Stored items
- - - -

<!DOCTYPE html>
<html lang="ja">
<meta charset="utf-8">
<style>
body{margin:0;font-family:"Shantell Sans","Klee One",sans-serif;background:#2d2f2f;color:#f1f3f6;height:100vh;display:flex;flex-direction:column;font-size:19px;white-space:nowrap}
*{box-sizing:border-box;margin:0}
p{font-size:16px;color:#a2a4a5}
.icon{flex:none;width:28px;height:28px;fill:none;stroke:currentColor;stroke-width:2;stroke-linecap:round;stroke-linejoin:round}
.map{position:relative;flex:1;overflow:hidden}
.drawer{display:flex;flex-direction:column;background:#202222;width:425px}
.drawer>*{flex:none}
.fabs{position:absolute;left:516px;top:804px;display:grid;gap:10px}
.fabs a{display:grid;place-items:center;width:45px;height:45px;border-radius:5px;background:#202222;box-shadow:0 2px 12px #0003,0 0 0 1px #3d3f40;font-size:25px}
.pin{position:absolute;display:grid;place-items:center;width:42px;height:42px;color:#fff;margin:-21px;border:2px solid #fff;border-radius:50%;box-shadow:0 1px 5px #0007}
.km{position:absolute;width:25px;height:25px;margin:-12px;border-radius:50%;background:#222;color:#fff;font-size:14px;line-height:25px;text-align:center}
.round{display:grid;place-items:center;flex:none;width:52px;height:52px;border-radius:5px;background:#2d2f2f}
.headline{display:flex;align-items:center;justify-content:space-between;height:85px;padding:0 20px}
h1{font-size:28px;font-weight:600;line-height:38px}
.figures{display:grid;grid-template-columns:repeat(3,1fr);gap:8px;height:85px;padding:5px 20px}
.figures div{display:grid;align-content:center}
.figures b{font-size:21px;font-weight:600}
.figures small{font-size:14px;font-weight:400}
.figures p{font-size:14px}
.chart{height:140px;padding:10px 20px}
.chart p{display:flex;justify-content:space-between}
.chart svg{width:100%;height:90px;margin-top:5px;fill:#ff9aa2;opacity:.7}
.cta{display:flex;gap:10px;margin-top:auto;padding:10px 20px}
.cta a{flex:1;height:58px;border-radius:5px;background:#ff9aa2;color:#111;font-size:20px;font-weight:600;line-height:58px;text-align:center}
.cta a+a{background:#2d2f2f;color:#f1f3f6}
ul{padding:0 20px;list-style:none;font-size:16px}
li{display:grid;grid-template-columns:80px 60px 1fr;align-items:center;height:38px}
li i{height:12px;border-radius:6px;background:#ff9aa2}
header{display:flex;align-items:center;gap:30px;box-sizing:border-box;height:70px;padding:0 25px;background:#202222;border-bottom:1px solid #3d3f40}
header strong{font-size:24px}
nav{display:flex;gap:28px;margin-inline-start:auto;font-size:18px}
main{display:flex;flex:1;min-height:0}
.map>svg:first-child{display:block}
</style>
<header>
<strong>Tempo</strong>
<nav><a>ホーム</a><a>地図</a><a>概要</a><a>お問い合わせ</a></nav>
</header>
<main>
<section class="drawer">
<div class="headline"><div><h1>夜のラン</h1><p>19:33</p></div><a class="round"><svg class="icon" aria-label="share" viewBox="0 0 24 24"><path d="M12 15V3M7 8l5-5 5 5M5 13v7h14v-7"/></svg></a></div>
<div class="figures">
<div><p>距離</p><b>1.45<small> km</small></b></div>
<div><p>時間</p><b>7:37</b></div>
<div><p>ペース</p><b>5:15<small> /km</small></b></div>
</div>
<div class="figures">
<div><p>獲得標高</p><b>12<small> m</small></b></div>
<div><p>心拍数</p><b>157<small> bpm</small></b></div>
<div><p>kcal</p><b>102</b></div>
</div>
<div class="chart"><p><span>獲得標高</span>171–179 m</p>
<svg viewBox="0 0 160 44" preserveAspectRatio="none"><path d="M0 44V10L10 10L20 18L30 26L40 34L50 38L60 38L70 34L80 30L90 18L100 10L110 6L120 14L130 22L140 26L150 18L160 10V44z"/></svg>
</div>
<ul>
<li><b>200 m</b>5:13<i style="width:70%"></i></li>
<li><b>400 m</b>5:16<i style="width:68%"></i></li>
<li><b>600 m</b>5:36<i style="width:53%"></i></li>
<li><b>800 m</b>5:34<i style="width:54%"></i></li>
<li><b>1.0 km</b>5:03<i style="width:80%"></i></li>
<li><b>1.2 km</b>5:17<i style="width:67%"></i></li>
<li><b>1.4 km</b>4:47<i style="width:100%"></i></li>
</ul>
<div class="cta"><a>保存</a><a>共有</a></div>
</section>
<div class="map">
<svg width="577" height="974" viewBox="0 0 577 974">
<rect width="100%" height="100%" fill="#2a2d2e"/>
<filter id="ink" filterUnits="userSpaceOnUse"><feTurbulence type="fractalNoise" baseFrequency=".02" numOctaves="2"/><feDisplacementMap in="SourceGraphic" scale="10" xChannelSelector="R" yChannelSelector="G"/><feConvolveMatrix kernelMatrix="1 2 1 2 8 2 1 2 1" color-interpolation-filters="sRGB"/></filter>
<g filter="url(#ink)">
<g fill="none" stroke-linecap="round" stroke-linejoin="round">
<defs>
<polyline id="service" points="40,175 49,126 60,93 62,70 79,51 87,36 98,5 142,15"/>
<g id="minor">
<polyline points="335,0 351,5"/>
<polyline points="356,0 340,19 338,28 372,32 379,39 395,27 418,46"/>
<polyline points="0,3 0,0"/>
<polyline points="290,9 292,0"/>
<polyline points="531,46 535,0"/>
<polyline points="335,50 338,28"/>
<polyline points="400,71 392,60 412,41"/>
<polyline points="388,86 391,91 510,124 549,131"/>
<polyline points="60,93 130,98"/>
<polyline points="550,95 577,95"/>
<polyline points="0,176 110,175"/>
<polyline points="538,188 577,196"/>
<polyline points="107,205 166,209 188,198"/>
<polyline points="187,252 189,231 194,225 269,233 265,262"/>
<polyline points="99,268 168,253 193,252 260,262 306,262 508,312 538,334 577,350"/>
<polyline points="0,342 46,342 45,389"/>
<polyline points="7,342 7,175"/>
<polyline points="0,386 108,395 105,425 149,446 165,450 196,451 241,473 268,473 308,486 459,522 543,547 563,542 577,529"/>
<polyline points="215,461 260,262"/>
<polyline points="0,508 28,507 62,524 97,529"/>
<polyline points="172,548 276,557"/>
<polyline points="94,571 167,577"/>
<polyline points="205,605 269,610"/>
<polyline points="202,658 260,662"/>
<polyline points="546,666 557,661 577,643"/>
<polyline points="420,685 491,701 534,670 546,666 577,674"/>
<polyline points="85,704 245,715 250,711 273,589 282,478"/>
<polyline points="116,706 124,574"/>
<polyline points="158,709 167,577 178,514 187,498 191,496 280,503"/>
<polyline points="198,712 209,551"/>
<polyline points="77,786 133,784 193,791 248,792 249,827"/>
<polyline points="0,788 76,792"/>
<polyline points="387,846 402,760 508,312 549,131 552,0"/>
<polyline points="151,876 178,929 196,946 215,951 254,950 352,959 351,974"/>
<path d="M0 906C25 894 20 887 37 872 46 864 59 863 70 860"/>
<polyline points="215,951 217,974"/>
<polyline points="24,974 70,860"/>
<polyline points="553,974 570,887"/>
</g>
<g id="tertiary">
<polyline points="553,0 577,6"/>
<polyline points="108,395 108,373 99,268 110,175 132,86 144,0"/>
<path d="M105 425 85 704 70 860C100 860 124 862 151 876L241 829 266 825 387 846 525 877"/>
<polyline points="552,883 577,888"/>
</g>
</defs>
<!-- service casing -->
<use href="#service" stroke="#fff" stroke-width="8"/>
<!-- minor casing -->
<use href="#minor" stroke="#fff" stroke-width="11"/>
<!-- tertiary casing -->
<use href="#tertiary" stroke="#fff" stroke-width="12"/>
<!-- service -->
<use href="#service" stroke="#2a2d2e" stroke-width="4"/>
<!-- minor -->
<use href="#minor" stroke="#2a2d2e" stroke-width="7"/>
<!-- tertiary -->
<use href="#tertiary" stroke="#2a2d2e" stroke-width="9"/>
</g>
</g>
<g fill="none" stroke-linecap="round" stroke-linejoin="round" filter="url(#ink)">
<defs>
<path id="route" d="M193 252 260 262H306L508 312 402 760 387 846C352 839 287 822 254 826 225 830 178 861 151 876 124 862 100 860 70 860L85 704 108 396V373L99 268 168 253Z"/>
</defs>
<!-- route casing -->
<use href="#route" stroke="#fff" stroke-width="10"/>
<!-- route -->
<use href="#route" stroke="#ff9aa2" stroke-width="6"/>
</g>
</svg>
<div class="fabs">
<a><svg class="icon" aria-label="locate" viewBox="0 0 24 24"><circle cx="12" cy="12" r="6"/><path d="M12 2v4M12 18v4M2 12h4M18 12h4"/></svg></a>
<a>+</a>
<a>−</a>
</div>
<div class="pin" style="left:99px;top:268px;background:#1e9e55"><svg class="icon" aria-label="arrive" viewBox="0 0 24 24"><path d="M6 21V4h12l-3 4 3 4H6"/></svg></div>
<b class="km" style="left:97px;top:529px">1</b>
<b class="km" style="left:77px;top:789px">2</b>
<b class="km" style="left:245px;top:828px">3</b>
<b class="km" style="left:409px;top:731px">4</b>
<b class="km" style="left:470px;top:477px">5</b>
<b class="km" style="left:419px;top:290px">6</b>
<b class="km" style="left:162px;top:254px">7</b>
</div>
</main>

- - - -

YOUR ASSIGNMENT
All lines from the one containing "252 260 262H306L508" through the end of the data, and no others, are to be given again word for word.

ANSWER TO THIS PROBLEM
<path id="route" d="M193 252 260 262H306L508 312 402 760 387 846C352 839 287 822 254 826 225 830 178 861 151 876 124 862 100 860 70 860L85 704 108 396V373L99 268 168 253Z"/>
</defs>
<!-- route casing -->
<use href="#route" stroke="#fff" stroke-width="10"/>
<!-- route -->
<use href="#route" stroke="#ff9aa2" stroke-width="6"/>
</g>
</svg>
<div class="fabs">
<a><svg class="icon" aria-label="locate" viewBox="0 0 24 24"><circle cx="12" cy="12" r="6"/><path d="M12 2v4M12 18v4M2 12h4M18 12h4"/></svg></a>
<a>+</a>
<a>−</a>
</div>
<div class="pin" style="left:99px;top:268px;background:#1e9e55"><svg class="icon" aria-label="arrive" viewBox="0 0 24 24"><path d="M6 21V4h12l-3 4 3 4H6"/></svg></div>
<b class="km" style="left:97px;top:529px">1</b>
<b class="km" style="left:77px;top:789px">2</b>
<b class="km" style="left:245px;top:828px">3</b>
<b class="km" style="left:409px;top:731px">4</b>
<b class="km" style="left:470px;top:477px">5</b>
<b class="km" style="left:419px;top:290px">6</b>
<b class="km" style="left:162px;top:254px">7</b>
</div>
</main>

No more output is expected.